Cybersecurity Protection Guide For Hybrid Working

Next story












Before the COVID-19 pandemic, working remotely was considered a forward-thinking and new age way of working. The past two years however, have offered many companies the possibility of remote work, which is now considered to be the “new normal.” Once the pandemic is over, it has been predicted that most companies will never return to the office completely. Instead, they will embrace the hybrid work environment that provides a great deal of benefits for companies and their employees. The hybrid work environment however, also presents a decent amount of cybersecurity risks. 

The risks will continue for years to come while the attackers learn to take advantage of the new vulnerable hybrid working system. Big or small, any company can become a target, which is why it is important for all companies and their employees to be aware of the risks involved and to educate themselves on the best practices for cybersecurity safety.

From phishing and ransomware attacks to email-based threats, to the risks that public WIFI and working on personal devices brings, the necessary security must be put in place to avoid the reputational damage or revenue loss that could stem from these cyber-attacks. Moreover, the security should prevent valuable information from being made available to competitors, which could result in the destruction of a business.
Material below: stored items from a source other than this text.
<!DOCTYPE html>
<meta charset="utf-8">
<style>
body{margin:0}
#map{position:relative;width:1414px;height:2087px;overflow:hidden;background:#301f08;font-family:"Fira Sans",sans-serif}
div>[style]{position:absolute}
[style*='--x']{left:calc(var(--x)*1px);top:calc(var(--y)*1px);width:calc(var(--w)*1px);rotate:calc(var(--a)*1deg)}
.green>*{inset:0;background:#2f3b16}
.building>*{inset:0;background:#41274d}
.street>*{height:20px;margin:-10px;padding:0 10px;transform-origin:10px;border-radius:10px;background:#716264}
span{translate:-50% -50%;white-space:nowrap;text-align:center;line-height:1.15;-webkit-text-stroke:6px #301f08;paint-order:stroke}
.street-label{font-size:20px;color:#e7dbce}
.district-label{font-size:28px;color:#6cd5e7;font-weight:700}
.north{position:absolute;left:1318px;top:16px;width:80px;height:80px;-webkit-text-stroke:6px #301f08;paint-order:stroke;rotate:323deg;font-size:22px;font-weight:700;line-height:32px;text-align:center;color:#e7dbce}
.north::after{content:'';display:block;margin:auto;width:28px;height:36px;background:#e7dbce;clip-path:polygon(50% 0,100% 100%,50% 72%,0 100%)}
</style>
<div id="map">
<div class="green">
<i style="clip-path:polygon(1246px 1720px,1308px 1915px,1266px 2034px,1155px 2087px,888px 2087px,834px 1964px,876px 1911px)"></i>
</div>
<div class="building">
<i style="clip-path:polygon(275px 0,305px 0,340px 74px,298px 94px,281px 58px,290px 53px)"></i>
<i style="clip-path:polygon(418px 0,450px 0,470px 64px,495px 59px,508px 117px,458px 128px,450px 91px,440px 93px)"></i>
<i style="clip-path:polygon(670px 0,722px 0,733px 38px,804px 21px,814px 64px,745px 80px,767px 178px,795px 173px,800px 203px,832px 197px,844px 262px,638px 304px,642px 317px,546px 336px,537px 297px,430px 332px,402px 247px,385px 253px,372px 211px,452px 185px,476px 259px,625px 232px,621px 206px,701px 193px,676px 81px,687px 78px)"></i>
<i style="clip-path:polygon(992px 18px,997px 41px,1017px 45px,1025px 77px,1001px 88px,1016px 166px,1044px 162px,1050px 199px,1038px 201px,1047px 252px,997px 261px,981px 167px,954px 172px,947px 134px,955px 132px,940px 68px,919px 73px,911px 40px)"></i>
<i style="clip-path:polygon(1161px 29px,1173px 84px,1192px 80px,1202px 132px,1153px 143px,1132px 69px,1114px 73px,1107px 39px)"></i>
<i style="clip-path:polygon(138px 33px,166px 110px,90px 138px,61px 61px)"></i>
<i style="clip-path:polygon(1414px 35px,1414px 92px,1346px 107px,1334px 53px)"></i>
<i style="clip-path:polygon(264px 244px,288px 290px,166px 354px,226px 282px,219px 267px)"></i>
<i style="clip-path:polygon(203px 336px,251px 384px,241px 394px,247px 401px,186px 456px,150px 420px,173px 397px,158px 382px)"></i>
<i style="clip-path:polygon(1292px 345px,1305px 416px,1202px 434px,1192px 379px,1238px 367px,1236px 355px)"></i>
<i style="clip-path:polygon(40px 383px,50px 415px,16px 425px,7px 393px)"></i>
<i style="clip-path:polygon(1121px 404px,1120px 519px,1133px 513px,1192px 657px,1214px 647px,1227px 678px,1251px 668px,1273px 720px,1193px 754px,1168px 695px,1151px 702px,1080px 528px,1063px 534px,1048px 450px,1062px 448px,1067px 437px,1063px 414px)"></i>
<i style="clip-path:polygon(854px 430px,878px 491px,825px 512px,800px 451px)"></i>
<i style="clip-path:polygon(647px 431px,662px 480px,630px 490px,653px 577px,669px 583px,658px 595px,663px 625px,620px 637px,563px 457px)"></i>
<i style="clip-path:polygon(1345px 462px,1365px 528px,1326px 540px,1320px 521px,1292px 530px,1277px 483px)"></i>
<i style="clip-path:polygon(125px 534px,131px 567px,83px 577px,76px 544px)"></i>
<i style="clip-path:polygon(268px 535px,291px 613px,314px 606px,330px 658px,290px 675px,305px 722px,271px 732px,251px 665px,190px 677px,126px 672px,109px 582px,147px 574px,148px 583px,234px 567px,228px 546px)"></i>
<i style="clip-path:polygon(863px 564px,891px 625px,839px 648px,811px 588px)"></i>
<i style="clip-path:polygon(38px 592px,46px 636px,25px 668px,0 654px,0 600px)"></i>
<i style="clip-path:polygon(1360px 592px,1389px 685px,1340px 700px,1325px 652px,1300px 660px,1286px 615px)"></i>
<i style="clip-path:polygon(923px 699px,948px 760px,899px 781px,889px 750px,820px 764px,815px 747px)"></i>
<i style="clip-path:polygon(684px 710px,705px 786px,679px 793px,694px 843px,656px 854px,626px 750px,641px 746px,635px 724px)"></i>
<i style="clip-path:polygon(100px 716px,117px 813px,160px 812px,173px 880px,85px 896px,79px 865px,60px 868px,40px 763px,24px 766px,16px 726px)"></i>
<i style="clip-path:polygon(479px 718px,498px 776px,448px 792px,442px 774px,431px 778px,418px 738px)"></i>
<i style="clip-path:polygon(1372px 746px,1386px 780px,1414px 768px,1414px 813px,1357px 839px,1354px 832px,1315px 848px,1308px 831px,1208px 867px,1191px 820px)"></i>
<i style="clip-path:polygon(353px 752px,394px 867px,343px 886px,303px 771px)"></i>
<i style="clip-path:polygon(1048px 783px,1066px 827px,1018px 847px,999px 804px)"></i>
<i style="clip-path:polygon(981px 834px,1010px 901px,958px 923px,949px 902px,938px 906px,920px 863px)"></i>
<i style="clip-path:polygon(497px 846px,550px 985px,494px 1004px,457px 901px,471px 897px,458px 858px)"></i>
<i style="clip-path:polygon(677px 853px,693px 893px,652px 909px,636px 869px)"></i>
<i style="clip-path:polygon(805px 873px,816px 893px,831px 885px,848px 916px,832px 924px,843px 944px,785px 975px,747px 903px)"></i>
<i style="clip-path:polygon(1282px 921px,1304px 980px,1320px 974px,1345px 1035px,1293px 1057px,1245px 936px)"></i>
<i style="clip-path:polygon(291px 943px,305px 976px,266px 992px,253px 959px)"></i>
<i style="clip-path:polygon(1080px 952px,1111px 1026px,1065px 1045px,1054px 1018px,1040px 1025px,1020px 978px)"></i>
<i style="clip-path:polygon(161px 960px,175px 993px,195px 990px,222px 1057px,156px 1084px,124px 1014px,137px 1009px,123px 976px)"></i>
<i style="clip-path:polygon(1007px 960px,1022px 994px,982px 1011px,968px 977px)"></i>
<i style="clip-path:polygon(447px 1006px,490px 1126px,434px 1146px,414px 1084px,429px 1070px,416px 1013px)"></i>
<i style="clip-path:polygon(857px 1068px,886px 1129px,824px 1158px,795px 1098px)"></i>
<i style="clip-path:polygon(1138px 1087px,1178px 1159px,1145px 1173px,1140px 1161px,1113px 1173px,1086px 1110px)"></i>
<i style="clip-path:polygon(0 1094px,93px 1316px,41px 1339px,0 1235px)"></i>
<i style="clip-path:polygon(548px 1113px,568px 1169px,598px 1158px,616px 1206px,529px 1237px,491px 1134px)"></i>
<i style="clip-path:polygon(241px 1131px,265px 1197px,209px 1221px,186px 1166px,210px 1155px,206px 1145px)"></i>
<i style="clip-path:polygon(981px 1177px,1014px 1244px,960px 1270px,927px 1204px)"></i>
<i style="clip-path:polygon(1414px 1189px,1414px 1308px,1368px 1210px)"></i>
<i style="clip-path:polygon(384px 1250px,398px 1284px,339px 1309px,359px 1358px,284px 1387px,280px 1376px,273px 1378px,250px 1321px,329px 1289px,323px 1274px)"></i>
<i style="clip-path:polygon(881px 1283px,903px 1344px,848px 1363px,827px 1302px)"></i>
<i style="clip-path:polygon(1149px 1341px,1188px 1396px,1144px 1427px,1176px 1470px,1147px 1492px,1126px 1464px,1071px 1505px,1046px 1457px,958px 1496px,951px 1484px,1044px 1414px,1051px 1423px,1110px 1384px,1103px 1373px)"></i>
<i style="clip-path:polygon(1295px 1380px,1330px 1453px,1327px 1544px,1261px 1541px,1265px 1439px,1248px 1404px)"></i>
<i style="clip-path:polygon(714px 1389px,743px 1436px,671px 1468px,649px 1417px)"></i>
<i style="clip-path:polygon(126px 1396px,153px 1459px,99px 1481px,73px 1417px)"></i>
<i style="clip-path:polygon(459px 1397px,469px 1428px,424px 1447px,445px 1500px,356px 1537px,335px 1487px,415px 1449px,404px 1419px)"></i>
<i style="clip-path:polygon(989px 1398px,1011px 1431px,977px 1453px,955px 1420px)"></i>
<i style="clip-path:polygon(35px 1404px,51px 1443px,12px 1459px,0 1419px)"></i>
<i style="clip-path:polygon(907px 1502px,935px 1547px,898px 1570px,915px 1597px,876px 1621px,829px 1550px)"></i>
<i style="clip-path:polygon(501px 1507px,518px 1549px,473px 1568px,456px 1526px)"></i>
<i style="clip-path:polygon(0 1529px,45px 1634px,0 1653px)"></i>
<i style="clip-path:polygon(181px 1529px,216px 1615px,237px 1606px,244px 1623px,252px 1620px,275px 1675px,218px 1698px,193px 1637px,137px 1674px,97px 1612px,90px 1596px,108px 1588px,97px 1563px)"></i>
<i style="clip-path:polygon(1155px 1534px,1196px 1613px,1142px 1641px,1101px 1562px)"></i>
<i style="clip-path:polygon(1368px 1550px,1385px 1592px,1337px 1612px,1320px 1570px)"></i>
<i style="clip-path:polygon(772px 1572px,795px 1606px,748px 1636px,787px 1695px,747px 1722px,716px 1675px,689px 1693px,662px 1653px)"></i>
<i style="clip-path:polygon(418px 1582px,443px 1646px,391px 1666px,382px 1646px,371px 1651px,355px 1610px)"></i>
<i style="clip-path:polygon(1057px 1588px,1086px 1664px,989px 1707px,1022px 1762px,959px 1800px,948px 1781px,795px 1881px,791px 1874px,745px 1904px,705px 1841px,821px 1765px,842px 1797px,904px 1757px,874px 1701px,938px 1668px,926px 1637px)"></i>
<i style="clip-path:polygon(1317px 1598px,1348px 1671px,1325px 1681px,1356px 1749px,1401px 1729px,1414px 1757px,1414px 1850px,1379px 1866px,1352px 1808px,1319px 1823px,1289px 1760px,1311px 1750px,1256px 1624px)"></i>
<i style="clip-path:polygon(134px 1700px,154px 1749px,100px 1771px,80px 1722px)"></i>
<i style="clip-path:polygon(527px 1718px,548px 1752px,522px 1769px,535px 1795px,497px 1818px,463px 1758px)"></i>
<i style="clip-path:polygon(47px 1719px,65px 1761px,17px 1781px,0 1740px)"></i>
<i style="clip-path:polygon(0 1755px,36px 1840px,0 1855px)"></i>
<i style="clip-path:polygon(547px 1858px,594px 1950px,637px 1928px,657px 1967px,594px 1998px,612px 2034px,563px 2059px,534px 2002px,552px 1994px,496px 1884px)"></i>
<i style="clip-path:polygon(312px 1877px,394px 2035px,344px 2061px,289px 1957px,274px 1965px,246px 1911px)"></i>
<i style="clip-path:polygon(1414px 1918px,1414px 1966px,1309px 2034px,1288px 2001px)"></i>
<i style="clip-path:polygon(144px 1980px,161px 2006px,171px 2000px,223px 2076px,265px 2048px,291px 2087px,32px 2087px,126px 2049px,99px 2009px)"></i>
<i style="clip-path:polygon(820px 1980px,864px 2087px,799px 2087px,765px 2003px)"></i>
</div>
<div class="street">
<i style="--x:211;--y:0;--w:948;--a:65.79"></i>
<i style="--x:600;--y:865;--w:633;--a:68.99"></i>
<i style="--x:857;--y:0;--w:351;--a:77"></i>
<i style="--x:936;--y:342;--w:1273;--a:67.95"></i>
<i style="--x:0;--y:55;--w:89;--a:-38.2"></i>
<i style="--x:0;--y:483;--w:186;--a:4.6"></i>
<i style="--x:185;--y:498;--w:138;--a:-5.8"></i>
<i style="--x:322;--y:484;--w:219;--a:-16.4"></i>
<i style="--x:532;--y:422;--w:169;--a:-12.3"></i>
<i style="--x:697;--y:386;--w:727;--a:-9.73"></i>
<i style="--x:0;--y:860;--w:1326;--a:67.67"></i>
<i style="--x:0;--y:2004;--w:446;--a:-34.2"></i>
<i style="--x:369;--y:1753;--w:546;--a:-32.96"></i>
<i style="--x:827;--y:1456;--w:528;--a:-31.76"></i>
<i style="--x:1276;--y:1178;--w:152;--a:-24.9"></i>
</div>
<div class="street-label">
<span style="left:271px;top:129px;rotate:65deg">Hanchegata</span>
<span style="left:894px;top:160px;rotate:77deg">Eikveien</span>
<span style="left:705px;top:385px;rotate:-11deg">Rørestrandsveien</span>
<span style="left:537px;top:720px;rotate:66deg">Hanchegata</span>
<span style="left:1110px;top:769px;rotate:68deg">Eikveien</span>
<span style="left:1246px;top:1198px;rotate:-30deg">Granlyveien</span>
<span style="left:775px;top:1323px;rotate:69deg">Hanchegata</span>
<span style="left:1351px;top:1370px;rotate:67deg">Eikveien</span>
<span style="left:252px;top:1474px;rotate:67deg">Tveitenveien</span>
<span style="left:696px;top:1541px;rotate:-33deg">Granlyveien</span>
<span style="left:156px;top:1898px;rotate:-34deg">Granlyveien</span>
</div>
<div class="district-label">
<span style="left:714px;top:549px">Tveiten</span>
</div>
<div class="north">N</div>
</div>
At home, barriers to entry are vast. Less budget allocation allows for less security practices and infrastructure. Working from home provides opportunity for more open security levels in the house, which creates the perfect target for attackers.
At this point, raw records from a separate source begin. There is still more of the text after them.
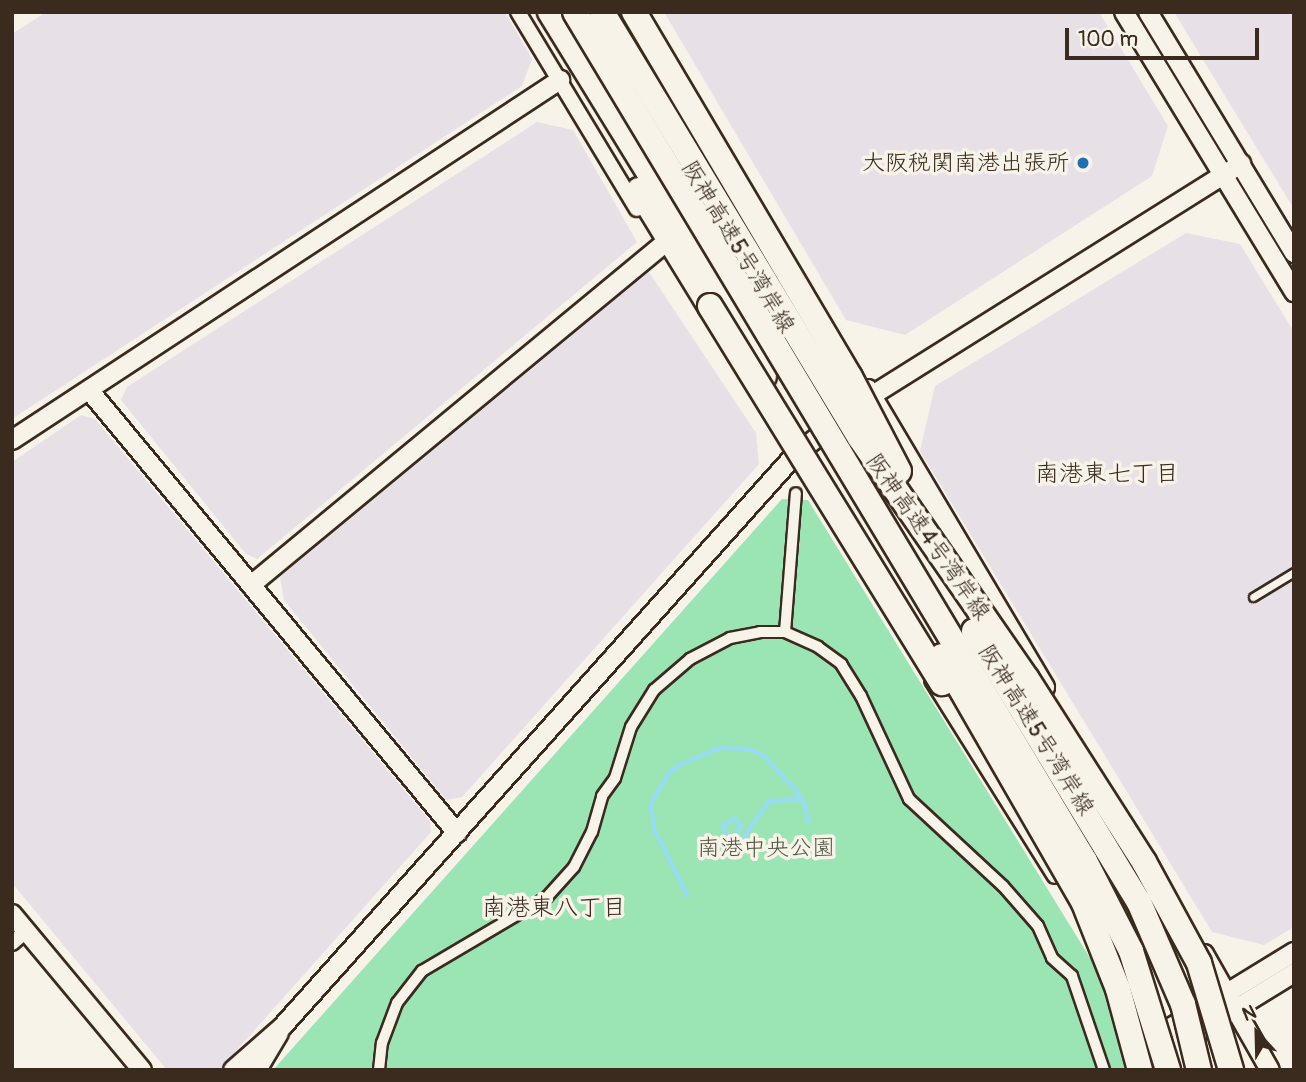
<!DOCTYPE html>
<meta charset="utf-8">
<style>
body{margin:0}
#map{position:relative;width:1306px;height:1082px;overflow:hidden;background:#f7f3e8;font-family:Pangolin,"Klee One",sans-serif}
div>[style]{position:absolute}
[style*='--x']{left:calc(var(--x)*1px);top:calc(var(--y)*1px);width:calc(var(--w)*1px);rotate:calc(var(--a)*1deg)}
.built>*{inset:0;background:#e7e0e7}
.green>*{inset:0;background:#9be4b3}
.stream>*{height:3.5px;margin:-1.75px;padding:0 1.75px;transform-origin:1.75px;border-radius:1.75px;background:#96dcf8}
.roads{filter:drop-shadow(2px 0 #3b2a1e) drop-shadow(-2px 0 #3b2a1e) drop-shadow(0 2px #3b2a1e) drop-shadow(0 -2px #3b2a1e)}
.service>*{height:7px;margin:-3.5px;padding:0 3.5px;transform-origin:3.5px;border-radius:3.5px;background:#f7f3e8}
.pedestrian>*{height:10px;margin:-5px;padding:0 5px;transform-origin:5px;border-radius:5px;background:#f7f3e8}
.minor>*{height:14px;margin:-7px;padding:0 7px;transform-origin:7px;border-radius:7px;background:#f7f3e8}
.tertiary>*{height:18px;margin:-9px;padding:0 9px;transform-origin:9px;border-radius:9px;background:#f7f3e8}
.motorway>*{height:24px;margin:-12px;padding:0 12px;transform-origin:12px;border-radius:12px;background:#f7f3e8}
.bridges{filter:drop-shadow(2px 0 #3b2a1e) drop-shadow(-2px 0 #3b2a1e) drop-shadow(0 2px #3b2a1e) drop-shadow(0 -2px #3b2a1e)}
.motorway-bridge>*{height:24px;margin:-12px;padding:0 12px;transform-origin:12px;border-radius:12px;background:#f7f3e8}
.dots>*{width:19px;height:19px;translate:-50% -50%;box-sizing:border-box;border:4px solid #f7f3e8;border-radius:50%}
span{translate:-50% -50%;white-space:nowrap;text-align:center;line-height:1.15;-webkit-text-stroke:7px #f7f3e8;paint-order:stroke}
.poi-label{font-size:23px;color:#3b2a1e}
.right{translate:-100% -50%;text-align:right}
.street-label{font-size:23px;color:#3b2a1e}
.park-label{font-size:23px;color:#535843}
.neighbourhood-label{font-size:24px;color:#3b2a1e}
.frame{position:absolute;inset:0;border:14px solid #3b2a1e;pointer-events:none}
.north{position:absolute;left:1222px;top:998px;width:70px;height:70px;-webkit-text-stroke:5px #f7f3e8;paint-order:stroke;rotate:338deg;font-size:19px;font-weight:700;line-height:28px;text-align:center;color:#3b2a1e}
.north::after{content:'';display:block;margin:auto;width:24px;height:32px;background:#3b2a1e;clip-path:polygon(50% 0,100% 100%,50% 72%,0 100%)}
.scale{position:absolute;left:1065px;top:28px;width:194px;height:32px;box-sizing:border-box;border:4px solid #3b2a1e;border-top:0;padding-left:9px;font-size:21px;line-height:24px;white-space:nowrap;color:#3b2a1e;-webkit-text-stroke:5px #f7f3e8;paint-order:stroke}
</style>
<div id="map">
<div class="built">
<div style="clip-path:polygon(46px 12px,505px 12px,532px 59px,522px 86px,12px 419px,12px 34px)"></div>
<div style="clip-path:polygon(664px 12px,1099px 12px,1168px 126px,1152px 176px,905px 335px,846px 320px)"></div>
<div style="clip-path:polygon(1174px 12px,1294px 12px,1294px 209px)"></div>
<div style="clip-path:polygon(537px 122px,573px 130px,637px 242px,257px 559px,246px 554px,121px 400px,127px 387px)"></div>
<div style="clip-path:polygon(1186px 233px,1240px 244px,1294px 332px,1294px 927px,1264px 945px,1212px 932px,920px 451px,935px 386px)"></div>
<div style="clip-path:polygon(649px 272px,756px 433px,759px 464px,462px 797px,446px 800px,284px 600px,280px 577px)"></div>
<div style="clip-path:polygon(81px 415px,95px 419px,430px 821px,431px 832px,219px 1070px,167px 1070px,12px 883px,12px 462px)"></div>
</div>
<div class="green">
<div style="clip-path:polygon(782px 499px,808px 500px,1159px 1070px,273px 1070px)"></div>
</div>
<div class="stream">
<div style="--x:737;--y:832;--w:8;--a:-60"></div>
<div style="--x:741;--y:825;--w:8;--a:-135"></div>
<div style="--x:735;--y:819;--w:14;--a:150"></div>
<div style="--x:723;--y:826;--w:19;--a:65"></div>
<div style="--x:731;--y:843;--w:9;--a:0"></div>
<div style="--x:740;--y:843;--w:51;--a:-55.4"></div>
<div style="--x:769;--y:801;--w:32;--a:-2"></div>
<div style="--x:688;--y:897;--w:76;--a:-116.6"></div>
<div style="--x:654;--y:829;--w:25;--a:-97"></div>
<div style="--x:651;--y:804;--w:36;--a:-60"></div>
<div style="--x:669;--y:773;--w:14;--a:-36"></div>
<div style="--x:680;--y:765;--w:43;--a:-23.6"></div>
<div style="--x:719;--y:748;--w:31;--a:2"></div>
<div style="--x:750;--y:749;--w:16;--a:27"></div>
<div style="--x:764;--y:756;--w:47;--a:46.7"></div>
<div style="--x:796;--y:790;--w:17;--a:57"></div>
<div style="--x:805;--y:804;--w:19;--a:78"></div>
</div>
<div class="roads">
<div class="service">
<div style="--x:1253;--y:597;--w:48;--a:-31.4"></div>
</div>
<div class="pedestrian">
<div style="--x:785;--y:632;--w:139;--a:-85.5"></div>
<div style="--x:379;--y:1070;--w:27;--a:-84"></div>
<div style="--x:382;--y:1043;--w:43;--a:-69.4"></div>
<div style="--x:397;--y:1003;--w:41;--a:-52"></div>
<div style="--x:422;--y:971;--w:145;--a:-30.6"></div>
<div style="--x:547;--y:897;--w:40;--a:-48"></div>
<div style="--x:574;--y:867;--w:39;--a:-63"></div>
<div style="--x:592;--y:832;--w:37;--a:-74"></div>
<div style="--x:602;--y:796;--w:22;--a:-54"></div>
<div style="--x:615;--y:778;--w:53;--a:-72.6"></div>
<div style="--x:631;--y:727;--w:44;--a:-58.1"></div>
<div style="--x:654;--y:690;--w:48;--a:-40.7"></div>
<div style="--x:690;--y:659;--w:45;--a:-27.7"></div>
<div style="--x:730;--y:638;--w:31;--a:-11"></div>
<div style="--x:760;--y:632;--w:25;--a:0"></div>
<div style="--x:785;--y:632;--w:36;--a:24"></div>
<div style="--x:818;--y:647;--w:29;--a:36"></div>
<div style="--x:841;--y:664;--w:38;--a:58"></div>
<div style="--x:861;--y:696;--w:114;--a:65"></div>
<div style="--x:909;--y:799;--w:128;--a:42.8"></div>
<div style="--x:1003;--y:886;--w:53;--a:48.8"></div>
<div style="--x:1038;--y:926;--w:35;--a:66"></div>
<div style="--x:1052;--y:958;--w:27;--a:42"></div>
<div style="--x:1072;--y:976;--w:99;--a:71.2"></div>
</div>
<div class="minor">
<div style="--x:518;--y:12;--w:230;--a:58.9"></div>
<div style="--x:932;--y:680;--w:231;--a:57.9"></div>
<div style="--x:12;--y:943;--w:18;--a:-41"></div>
</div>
<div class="tertiary">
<div style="--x:1124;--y:12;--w:328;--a:58.7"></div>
<div style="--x:1148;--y:12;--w:282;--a:58.8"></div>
<div style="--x:868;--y:389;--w:347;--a:59.3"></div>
<div style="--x:89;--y:390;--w:576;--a:50.28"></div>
<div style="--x:855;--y:406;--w:456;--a:-32.1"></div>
<div style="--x:12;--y:440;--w:656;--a:-33.3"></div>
<div style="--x:251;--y:585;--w:531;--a:-39.57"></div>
<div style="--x:12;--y:914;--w:203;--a:50.2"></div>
<div style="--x:1204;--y:954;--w:133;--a:60.4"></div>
<div style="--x:1162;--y:1033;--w:155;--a:-31.5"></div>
<div style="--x:233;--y:1070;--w:65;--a:-41.3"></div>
<div style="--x:282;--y:1027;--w:767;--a:-48.12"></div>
<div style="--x:794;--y:456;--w:51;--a:-38.7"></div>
<div style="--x:257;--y:1070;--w:43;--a:-59.3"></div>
<div style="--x:1185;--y:1070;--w:26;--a:-121"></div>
<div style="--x:1172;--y:1048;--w:143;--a:-31.6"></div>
</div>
<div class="motorway">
<div style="--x:550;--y:12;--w:334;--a:58.4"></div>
<div style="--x:725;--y:296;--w:89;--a:64"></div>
<div style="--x:639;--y:190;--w:136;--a:58.5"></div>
<div style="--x:899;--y:471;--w:59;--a:58.2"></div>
</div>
</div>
<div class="bridges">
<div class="motorway-bridge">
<div style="--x:575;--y:12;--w:990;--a:59.01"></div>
<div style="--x:1085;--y:861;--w:101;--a:62.9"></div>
<div style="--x:1131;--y:951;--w:125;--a:72.7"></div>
<div style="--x:602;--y:12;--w:498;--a:58.8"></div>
<div style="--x:860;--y:438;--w:293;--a:55.3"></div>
<div style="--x:1027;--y:679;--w:217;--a:57.4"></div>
<div style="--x:1144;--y:862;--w:115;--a:61.4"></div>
<div style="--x:1199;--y:963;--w:112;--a:73.3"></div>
<div style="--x:634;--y:12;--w:424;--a:59.4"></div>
<div style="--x:850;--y:377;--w:106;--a:62.5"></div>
<div style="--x:710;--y:306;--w:443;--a:58.4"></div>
<div style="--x:974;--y:631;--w:317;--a:58.7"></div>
<div style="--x:1139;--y:902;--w:111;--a:66.7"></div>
<div style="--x:1183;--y:1004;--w:68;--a:76.4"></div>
<div style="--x:942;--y:656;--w:285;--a:60.1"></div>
<div style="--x:1084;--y:903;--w:92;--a:68.4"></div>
<div style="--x:1118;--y:989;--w:84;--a:74.8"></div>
</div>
</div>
<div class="dots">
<div style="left:1083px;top:163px;background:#1f6fb2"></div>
</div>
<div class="poi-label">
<span class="right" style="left:1069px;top:163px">大阪税関南港出張所</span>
</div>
<div class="street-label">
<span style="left:738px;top:247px;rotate:59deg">阪神高速5号湾岸線</span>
<span style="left:928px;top:537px;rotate:55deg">阪神高速4号湾岸線</span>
<span style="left:1036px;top:730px;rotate:58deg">阪神高速5号湾岸線</span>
</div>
<div class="park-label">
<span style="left:766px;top:848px">南港中央公園</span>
</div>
<div class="neighbourhood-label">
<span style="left:1107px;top:474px">南港東七丁目</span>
<span style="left:554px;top:908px">南港東八丁目</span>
</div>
<div class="frame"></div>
<div class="north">N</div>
<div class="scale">100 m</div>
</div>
What businesses should do to protect themselves

“A lot of responsibility relies on the business”, says Steve Flynn, Sales and Marketing Director at ESET Southern Africa. “There are a lot of compliance procedures you need to take care of internally, and owners of the business must provide the right precautions and processes. Not only should business owners ensure the correct processes are put in place, but it also becomes a game of employee education and awareness.

There are many tools and processes that can be put in place by a business to improve their security position in the hybrid work environment:

  • Have programs in place that protect company data and monitor changes in activity, such as email filtering and scanning programs.
  • Educate your employees on cybersecurity best practices by providing regular cybersecurity training.
  • Set up a VPN for each employee, which allows privacy, anonymity and security when using public or home WIFI.
  • Set up encryption on each employee’s computer, which protects the data stored on the devices by turning it into an unreadable format. If they are using their personal computer, assist them with the setup process.
  • Set up anti-virus software on each employee’s computer, which can help identify threats and prevent attacks.
  • Ensure all employees make use of a password manager or digital vault, which securely stores passwords and login information.
  • Receive thorough, regular security risk assessments done by a professional team.
  • Use safe collaboration tools, such as Teams, Dropbox and Slack, which are known to be safer than email when it comes to sending sensitive documents.
  • Perform background checks on new employees to make sure they’re able to understand the cybersecurity policies involved.
  • Encourage employees not to use public WIFI networks, as this is known to be one of the most vulnerable gateways for cybercriminals.

Just like a house is protected by many layers - walls, beams, fences and alarm systems - it’s important to protect the safety of your business with the necessary digital layers. Accommodating the new hybrid work environment might not be easy, but it’s both necessary and extremely valuable for any company.